If you are a parent who finds it difficult not to erupt when you hear your child tell a lie, take comfort. The reason for lying behavior varies according to a child’s developmental level, and infrequent tall tales are usually not a cause for acute concern. You can implement effective strategies for redirecting lying behavior when you explore your child’s motivation for lying. Discovering the purpose for lying is the key for redirecting your child’s behavior.
Motivation for Lying Behavior
Before talking with your child about lying, consider reasons that might motivate lying behavior. For example, the fictional characters that only exist within the pages of books are sometimes real to a preschooler, and pretend play is an everyday activity. According to the American Academy of Child and Adolescent Psychiatry, the concept of lying remains difficult to understand in the preschool world, where reality and make-believe are often indistinguishable. Preschool children are people pleasers and typically tell parents what they want to hear. Between 7 and 9 years of age, most children understand the importance of telling the truth, but will lie to avoid punishment, seek attention or escape a task. Older children lie to avoid punishment, please others and seek independence from parental monitoring.
Redirecting Your Preschool Child
Some of your preschooler’s lies are simple attempts to please you. For example, if you ask your preschooler whether she drank the milk presented with her snack, she might respond that the milk cup is empty, because the lie is the desired response. Be patient with your preschool child, who might need time, practice and real-life examples that illustrate the distinction between truth and lying. Preschool children require loving reminders that telling the truth is always OK, and that while telling a lie will not anger you, it is never OK. Praise your child's honesty with loving enthusiasm.

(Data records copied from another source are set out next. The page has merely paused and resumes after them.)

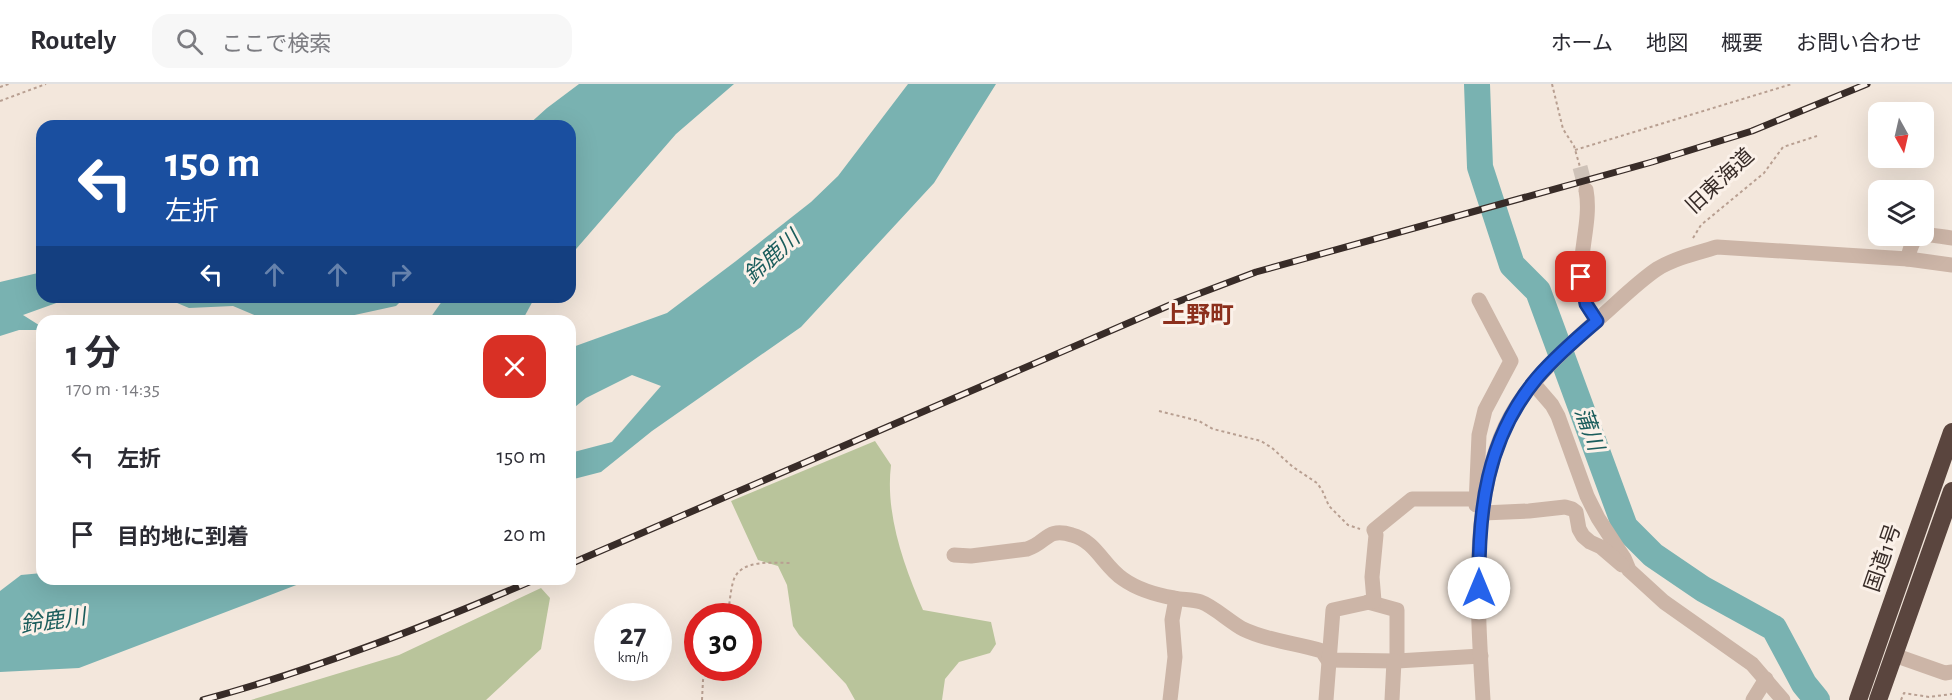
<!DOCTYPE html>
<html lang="ja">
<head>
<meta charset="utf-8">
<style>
	:root { --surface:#fff; --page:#f7f7f7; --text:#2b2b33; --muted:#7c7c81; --line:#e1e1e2 }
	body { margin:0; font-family:"Alegreya Sans","Noto Sans JP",sans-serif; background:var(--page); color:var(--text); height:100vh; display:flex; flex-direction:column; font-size:22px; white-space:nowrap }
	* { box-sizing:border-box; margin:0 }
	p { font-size:20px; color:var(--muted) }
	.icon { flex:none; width:33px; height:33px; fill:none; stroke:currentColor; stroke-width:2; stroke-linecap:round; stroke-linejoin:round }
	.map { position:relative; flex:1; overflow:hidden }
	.drawer { position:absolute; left:36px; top:231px; width:540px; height:270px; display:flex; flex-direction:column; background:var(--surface); border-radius:18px; box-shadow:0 6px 24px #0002 }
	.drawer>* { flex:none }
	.banner { position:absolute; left:36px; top:36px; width:540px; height:183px; border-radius:18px; box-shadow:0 6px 24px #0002; background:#1a4fa0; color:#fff; overflow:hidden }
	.needle { width:39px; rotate:172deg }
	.buttons { position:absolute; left:1868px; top:18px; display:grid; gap:12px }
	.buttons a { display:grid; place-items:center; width:66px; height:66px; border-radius:12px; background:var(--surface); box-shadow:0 6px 24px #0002; font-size:30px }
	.speed { position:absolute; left:594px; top:519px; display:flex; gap:12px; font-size:30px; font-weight:700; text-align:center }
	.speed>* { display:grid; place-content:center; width:78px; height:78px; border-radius:50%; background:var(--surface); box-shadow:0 6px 24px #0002; line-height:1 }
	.speed small { font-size:15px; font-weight:400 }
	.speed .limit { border:9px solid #d22; background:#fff; color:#111 }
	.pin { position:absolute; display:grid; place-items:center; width:51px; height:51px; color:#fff; margin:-26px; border-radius:12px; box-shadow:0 3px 9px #0006 }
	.me { position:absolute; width:66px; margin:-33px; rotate:0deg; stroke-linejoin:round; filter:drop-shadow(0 0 4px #0008) }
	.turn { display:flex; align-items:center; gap:21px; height:126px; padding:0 30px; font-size:27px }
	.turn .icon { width:78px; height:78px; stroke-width:2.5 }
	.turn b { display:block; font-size:42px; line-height:51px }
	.lanes { display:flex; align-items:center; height:57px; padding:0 30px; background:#0003; justify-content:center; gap:30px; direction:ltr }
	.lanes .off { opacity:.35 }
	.round { display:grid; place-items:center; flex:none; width:63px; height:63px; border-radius:18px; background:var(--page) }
	.headline { display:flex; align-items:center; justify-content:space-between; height:102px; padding:0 30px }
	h1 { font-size:36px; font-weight:700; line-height:45px }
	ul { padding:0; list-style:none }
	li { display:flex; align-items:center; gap:18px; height:78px; padding:0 30px }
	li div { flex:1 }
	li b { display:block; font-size:22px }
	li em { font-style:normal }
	header { display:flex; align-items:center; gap:36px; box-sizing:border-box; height:84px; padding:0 30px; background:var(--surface); border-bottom:2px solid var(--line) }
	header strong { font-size:28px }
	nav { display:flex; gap:33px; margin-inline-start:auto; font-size:21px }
	.search { width:420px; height:54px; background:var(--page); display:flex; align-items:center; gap:15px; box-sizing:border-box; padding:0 21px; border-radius:18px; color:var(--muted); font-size:22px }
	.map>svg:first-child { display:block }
	.green { fill:#b9c49b }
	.water { fill:#79b2b1 }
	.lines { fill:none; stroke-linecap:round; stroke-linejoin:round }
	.river { stroke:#79b2b1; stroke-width:26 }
	.minor-tunnel { stroke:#cec2b8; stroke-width:15; stroke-dasharray:15 8; stroke-linecap:butt }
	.path { stroke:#b89f91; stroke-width:2; stroke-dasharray:3 3; stroke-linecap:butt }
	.minor { stroke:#ccb5a7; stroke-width:15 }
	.highway { stroke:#5a453e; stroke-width:18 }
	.rail-casing { stroke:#382c28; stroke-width:7 }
	.rail { stroke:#fbf1e9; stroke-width:4.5; stroke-dasharray:14; stroke-linecap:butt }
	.route-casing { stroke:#184099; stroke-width:15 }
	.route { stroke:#2563eb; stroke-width:10 }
	.labels { text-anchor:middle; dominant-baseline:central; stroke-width:6; stroke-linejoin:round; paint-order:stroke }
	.street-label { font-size:21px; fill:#382c28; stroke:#fbf1e9 }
	.water-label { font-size:22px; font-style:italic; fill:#1b5d5c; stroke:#fbf1e9 }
	.quarter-label { font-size:24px; font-weight:bold; fill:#8c2f1c; stroke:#fbf1e9 }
</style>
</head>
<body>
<header>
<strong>Routely</strong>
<div class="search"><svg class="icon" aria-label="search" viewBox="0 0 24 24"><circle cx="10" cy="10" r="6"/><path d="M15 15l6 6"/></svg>ここで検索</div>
<nav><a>ホーム</a><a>地図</a><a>概要</a><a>お問い合わせ</a></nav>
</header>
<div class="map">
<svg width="1952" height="616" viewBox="0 0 1952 616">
	<rect width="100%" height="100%" fill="#f3e7dc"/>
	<g class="green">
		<path d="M875 357 891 381C885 430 904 482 923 526L991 538 996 560 990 569 959 578 945 595 942 616H855L846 600 799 551 793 542 787 501 778 482 758 476 731 417Z"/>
		<path d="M541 504 550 514 541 565 486 616H251L399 571Z"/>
	</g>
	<g class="water">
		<path d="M579 0H734L676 50 570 172V42H527L547 24Z"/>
		<path d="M908 0H996L934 99 801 243 652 347 601 388 570 396V369L612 358 661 302 632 291 586 314 570 327V264L667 229 736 177 811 118 838 92Z"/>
		<path d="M42 188V213H73L23 231 42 243V246H19L0 252V198Z"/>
		<path d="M163 213H405L396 222 350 232 306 237H268L233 222 189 224Z"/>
		<path d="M445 213H535L522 237H428Z"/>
		<path d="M42 489V495H312L79 584 0 588V507L21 491Z"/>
	</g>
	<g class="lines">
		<path class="river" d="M1477 0 1480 83 1512 181 1538 207 1625 443 1653 471 1703 505 1774 544 1804 600 1817 616"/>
		<path class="minor-tunnel" d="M1580 83 1586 106"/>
		<g class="path">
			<path d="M1552 0 1563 45 1574 62 1580 83"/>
			<path d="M0 3 9 0"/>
			<path d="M0 17 46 0"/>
			<path d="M1575 66 1792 0"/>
			<path d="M1693 154 1701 141 1764 89 1783 63 1817 52"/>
			<path d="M1159 327 1199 337 1213 345 1261 357 1272 364 1293 383 1317 399 1322 406 1329 422 1348 441 1360 445"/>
			<path d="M727 532C730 521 730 506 734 495 742 475 773 479 791 479"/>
			<path d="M702 616 703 596 709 584"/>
			<path d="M1901 616 1904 609 1929 613 1952 610"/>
		</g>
		<g class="minor">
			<path d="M1586 106C1593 143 1571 184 1587 220 1589 226 1594 231 1597 237"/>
			<path d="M1908 175C1913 143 1926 151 1952 154"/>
			<path d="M1533 299 1552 321 1558 332 1587 412 1598 434 1624 474 1629 486 1664 518 1752 580 1783 616"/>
			<path d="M1476 421 1479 351 1485 326 1511 277 1479 216"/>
			<path d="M1483 429 1529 427 1565 423 1572 425 1576 428 1579 445 1583 452 1590 458 1601 463 1622 481"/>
			<path d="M954 471 971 472 1027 465C1047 459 1046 443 1072 451 1096 457 1104 483 1123 495 1137 505 1157 511 1174 514 1183 516 1193 515 1201 518 1213 522 1230 538 1243 545 1268 557 1296 559 1322 567L1328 576 1397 577 1481 572"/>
			<path d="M1368 518 1397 526V577"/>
			<path d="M1894 571 1945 589 1952 588"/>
			<path d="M1170 616 1175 573 1172 536 1176 515"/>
			<path d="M1326 616 1333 526 1374 517 1372 493 1376 451 1374 446 1412 415H1476"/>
			<path d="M1392 616 1394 577"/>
			<path d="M1483 616C1478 530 1468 410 1510 333 1530 296 1564 266 1595 238 1615 221 1635 200 1657 185 1675 174 1697 169 1717 163L1908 175 1952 181"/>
			<path d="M1753 616 1766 595"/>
		</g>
		<g class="highway">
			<path d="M1858 616 1952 348"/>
			<path d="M1878 616 1952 407"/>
		</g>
		<g class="rail-casing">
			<g id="rail">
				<path d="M570 480 1177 218 1256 188 1652 78 1752 47 1867 0"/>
				<path d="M203 616C317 585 427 542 536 495"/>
			</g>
		</g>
		<use href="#rail" class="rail"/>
	</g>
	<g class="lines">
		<g class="route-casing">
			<path id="route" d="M1479 504C1478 427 1486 355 1537 294 1555 273 1577 254 1597 237L1586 220 1581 193"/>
		</g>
		<use href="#route" class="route"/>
	</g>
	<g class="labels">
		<g class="street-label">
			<text transform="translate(1720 97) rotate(-43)">旧東海道</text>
			<text transform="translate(1883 474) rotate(-71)">国道1号</text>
		</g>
		<g class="water-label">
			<text transform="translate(772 173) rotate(-42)">鈴鹿川</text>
			<text transform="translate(1589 345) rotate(70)">蒲川</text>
			<text transform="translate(53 537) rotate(-8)">鈴鹿川</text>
		</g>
		<g class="quarter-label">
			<text x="1198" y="232">上野町</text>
		</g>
	</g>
</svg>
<div class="buttons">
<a><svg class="needle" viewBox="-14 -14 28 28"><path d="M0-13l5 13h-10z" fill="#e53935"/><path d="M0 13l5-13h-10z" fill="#7c7c81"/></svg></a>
<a><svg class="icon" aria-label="layers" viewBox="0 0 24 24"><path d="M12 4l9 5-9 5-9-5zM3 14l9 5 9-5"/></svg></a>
</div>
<div class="speed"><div>27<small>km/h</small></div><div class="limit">30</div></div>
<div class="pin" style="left:1581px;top:193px;background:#d93025"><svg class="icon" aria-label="arrive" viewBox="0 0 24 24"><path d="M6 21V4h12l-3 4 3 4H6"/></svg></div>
<svg class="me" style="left:1479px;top:504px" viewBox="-20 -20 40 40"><circle r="19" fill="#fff"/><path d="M0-13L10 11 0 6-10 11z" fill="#2563eb"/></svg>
<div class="banner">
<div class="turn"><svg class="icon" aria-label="left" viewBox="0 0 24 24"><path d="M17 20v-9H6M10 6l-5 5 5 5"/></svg><div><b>150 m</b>左折</div></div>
<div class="lanes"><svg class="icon" aria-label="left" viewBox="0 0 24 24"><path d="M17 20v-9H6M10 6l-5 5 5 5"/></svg><svg class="icon off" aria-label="ahead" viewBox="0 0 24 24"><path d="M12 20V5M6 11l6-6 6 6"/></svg><svg class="icon off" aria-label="ahead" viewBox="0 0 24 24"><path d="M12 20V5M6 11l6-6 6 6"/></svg><svg class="icon off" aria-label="right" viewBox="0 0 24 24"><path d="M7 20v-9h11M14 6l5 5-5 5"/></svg></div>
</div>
<section class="drawer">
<div class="headline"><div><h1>1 分</h1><p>170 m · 14:35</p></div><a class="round" style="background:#d93025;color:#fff"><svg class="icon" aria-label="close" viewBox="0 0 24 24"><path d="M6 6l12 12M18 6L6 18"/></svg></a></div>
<ul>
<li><svg class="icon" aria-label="left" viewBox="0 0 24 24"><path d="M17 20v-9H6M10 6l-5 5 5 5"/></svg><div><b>左折</b></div><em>150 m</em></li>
<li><svg class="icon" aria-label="arrive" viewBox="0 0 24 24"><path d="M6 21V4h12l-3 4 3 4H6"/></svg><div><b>目的地に到着</b></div><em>20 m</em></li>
</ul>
</section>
</div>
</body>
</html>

Redirecting Your School-Age Child
When your school-age child lies, your response can minimize or reinforce future lying behavior. School children often use lying behavior as a shield against their parents’ admonishment. According to pediatrician and author Dr. William Sears at Askdrsears.com, children who fear a punishment that is disproportionate to the offense, and children who receive corporal punishment for inappropriate behavior, might adopt lying as a strategy to temporarily avoid the dreaded outcome. You can encourage your child to tell the truth by reassuring her that honesty will not be met with anger, remaining unruffled when she is honest and helping your child to amend the inappropriate behavior.
Teach and Model Honesty
Your words and actions add up. The American Academy of Pediatrics reports that children pay attention when a parent’s behavior underscores their instruction, and when the behavior does not. Parents who teach the importance of honesty, and model honesty in their daily behavior send a persuasive message to their children that honesty matters. Children might appear confused when parents insist on honesty from their children, but demonstrate less-than-honest behavior in interactions with others.